I've found that, while writing software, getting feedback is the single largest time thief. Specifically, there are two types of feedback that I want to get as quickly as possible: (1) Is my application doing what I believe it is? (2) What does this arbitrary code return when executed? I believe the above video demonstrates how RDD can significantly reduce the time needed to answer both of those questions.

In my career I've spent significant time writing applications in C#, Ruby, & Java. While working in C# and Java, if I wanted to make and verify (in the application) any non-trivial change to an application, I would need to stop the application, rebuild/recompile, & restart the application. I found the slowness of this feedback loop to be unacceptable, and wholeheartedly embraced tools such as NUnit and JUnit.

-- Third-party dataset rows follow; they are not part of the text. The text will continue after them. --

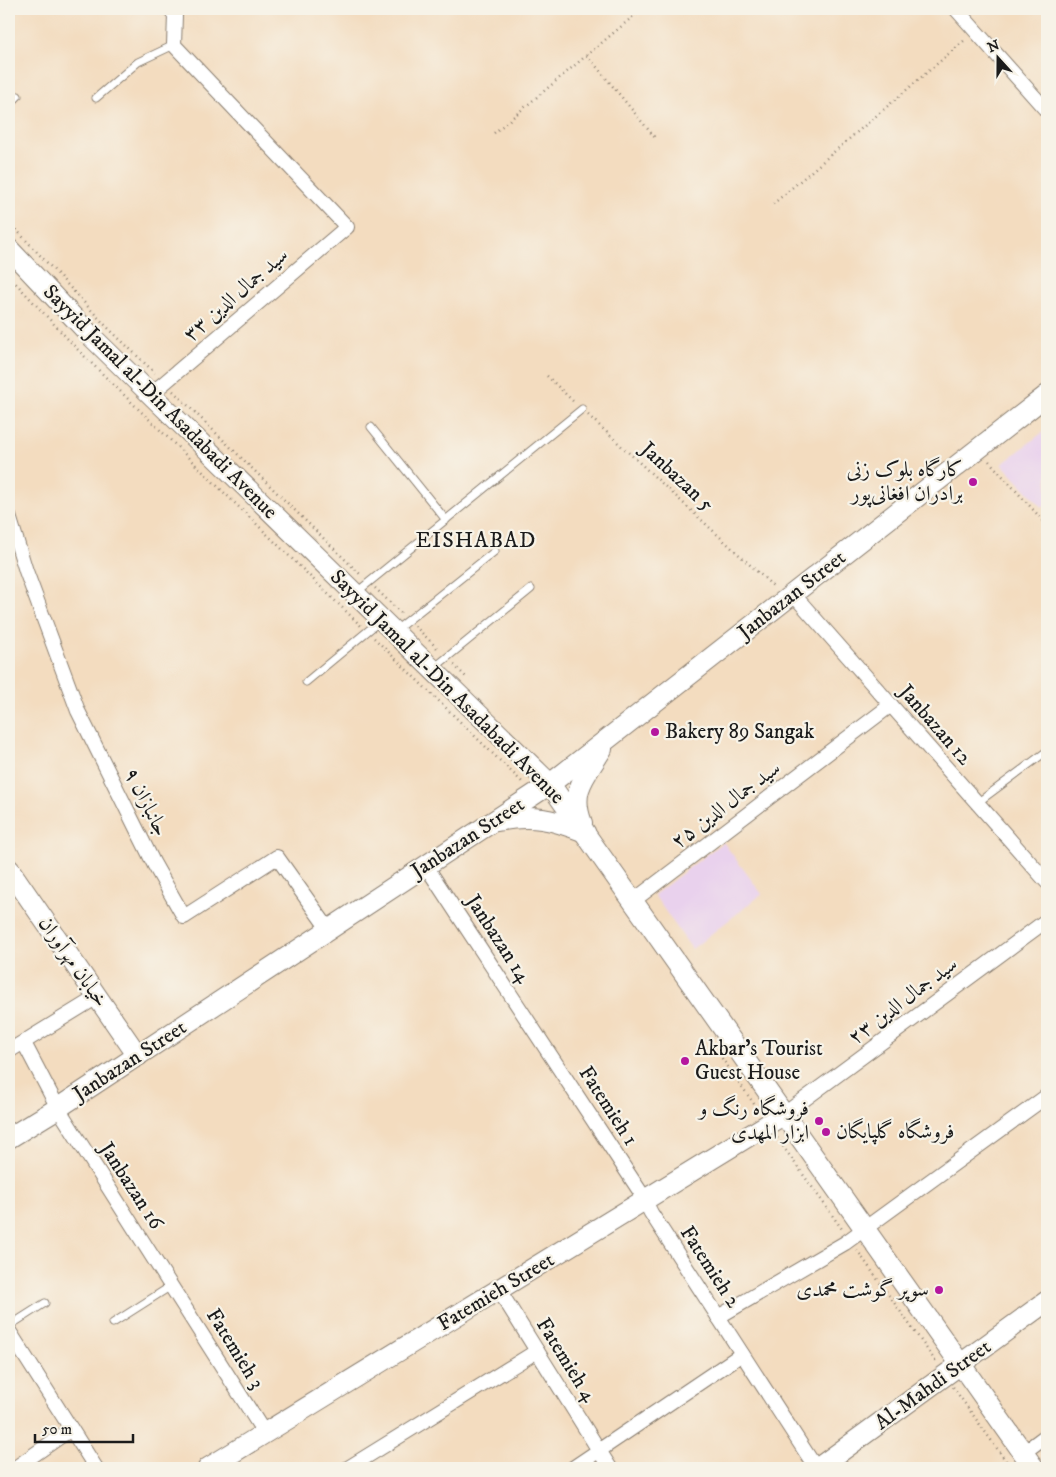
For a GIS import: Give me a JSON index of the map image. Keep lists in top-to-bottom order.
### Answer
{
  "streets": {
    "main road": [
      "Sayyid Jamal al-Din Asadabadi Avenue",
      "Janbazan Street",
      "خیابان مهرآوران",
      "Fatemieh Street",
      "Al-Mahdi Street"
    ],
    "street": [
      "سید جمال الدین ۳۳",
      "Janbazan 12",
      "جانبازان ۹",
      "سید جمال الدین ۲۵",
      "Janbazan 14",
      "سید جمال الدین ۲۳",
      "Fatemieh 1",
      "Janbazan 16",
      "Fatemieh 2",
      "Fatemieh 3",
      "Fatemieh 4"
    ],
    "path": ["Janbazan 5"]
  },
  "crossings": [
    ["سید جمال الدین ۳۳", "Sayyid Jamal al-Din Asadabadi Avenue"],
    ["Sayyid Jamal al-Din Asadabadi Avenue", "Janbazan Street"],
    ["Sayyid Jamal al-Din Asadabadi Avenue", "سید جمال الدین ۲۵"],
    ["Sayyid Jamal al-Din Asadabadi Avenue", "سید جمال الدین ۲۳"],
    ["Sayyid Jamal al-Din Asadabadi Avenue", "Fatemieh Street"],
    ["Sayyid Jamal al-Din Asadabadi Avenue", "Al-Mahdi Street"],
    ["Janbazan 5", "Janbazan Street"],
    ["Janbazan 5", "Janbazan 12"],
    ["Janbazan Street", "Janbazan 12"],
    ["Janbazan Street", "جانبازان ۹"],
    ["Janbazan Street", "Janbazan 14"],
    ["Janbazan Street", "خیابان مهرآوران"],
    ["Janbazan Street", "Janbazan 16"],
    ["Janbazan 12", "سید جمال الدین ۲۵"],
    ["Janbazan 14", "Fatemieh 1"],
    ["سید جمال الدین ۲۳", "Fatemieh Street"],
    ["Fatemieh 1", "Fatemieh 2"],
    ["Fatemieh 1", "Fatemieh Street"],
    ["Janbazan 16", "Fatemieh 3"],
    ["Fatemieh 2", "Fatemieh Street"],
    ["Fatemieh 2", "Al-Mahdi Street"],
    ["Fatemieh Street", "Fatemieh 3"],
    ["Fatemieh Street", "Fatemieh 4"]
  ],
  "districts": ["EISHABAD"],
  "places": [
    "کارگاه بلوک زنی برادران افغانی‌پور",
    "Bakery 89 Sangak",
    "Akbar's Tourist Guest House",
    "فروشگاه رنگ و ابزار المهدی",
    "فروشگاه گلپایگان",
    "سوپر گوشت محمدی"
  ],
  "scale_bar": "50 m",
  "north": "top"
}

I've never been as enamored with TDD as some of my peers; regardless, I absolutely endorsed it. The Design aspect of TDD was never that enticing to me, but tests did allow me to get feedback at a significantly superior pace. Tests also provide another benefit while working with C# & Java: They're the poorest man's REPL. Need to execute some arbitrary code? Write a test, that you know you're going to immediately delete, and execute away. Of course, tests have other pros and cons. At this moment I'm limiting my discussion around tests to the context of rapid feedback, but I'll address TDD & RDD later in this entry.

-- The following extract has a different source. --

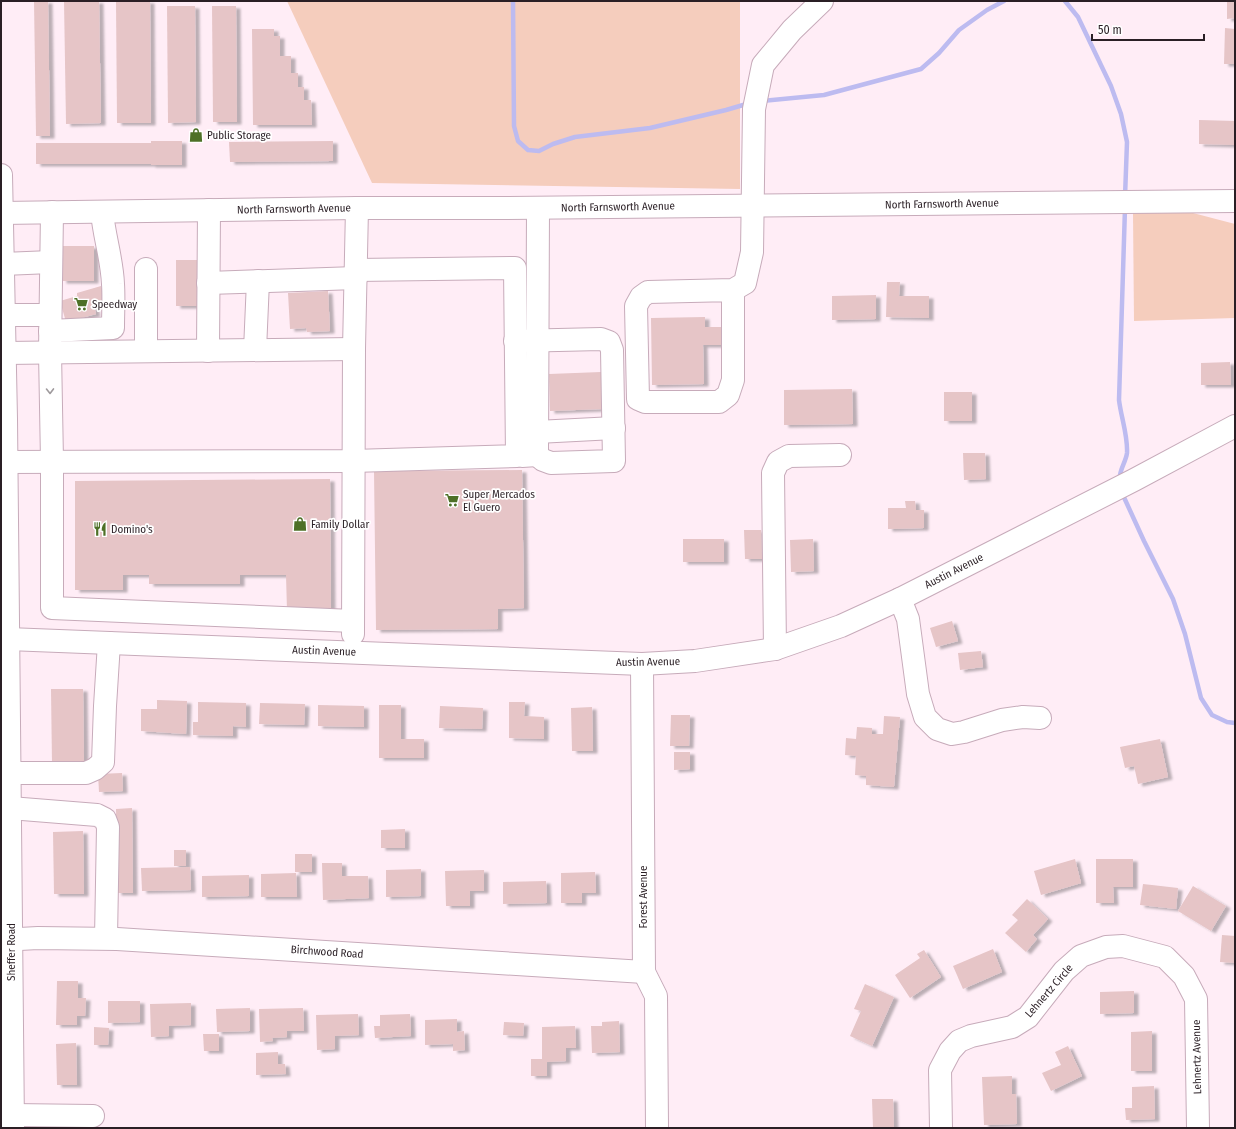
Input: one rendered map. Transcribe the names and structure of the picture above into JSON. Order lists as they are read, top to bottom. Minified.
{"streets":{"street":["North Farnsworth Avenue","Austin Avenue","Forest Avenue","Sheffer Road","Birchwood Road","Lehnertz Circle","Lehnertz Avenue"]},"crossings":[["North Farnsworth Avenue","Sheffer Road"],["Austin Avenue","Forest Avenue"],["Austin Avenue","Sheffer Road"],["Forest Avenue","Birchwood Road"],["Sheffer Road","Birchwood Road"],["Lehnertz Circle","Lehnertz Avenue"]],"places":{"shop":["Public Storage","Family Dollar"],"supermarket":["Speedway","Super Mercados El Guero"],"restaurant":["Domino's"]},"scale_bar":"50 m"}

Ruby provided a more effective workflow (technically, Rails provided a more effective workflow). Rails applications I worked on were similar to my RDD experience: I was able to make changes to a running application, refresh a webpage and see the result of the new behavior. Ruby also provided a REPL, but I always ran the REPL external to my editor (I knew of no other option). This workflow was the closest, in terms of efficiency, that I've ever felt to what I have with RDD; however, there are some minor differences that do add up to an inferior experience: (a) having to switch out of a source file to execute arbitrary code is an unnecessary nuisance and (b) refreshing a webpage destroys any client side state that you've built up. I have no idea if Ruby now has editor & repl integration, if it does, then it's likely on par with the experience I have now.

Semantics

  • It's important to distinguish between two meanings of "REPL" - one is a window that you type forms into for immediate evaluation; the other is the process that sits behind it and which you can interact with from not only REPL windows but also from editor windows, debugger windows, the program's user interface, etc.
  • It's important to distinguish between REPL-based development and REPL-driven development:
    • REPL-based development doesn't impose an order on what you do. It can be used with TDD or without TDD. It can be used with top-down, bottom-up, outside-in and inside-out approaches, and mixtures of them.
    • REPL-driven development seems to be about "noodling in the REPL window" and later moving things across to editor buffers (and so source files) as and when you are happy with things. I think it's fair to say that this is REPL-based development using a series of mini-spikes. I think people are using this with a bottom-up approach, but I suspect it can be used with other approaches too.
-- Simon Katz
I like Simon's description, but I don't believe that we need to break things down to two different TLAs. Quite simply, (sadly) I don't think enough people are developing in this way, and the additional specification causes a bit of confusion among people who aren't familiar with RDD. However, Simon's description is so spot on I felt the need to describe why I'm choosing to ignore his classifications.

RDD & TDD

RDD and TDD are not in direct conflict with each other. As Simon notes above, you can do TDD backed by a REPL. Many popular testing frameworks have editor specific libraries that provide immediate feedback through REPL interaction.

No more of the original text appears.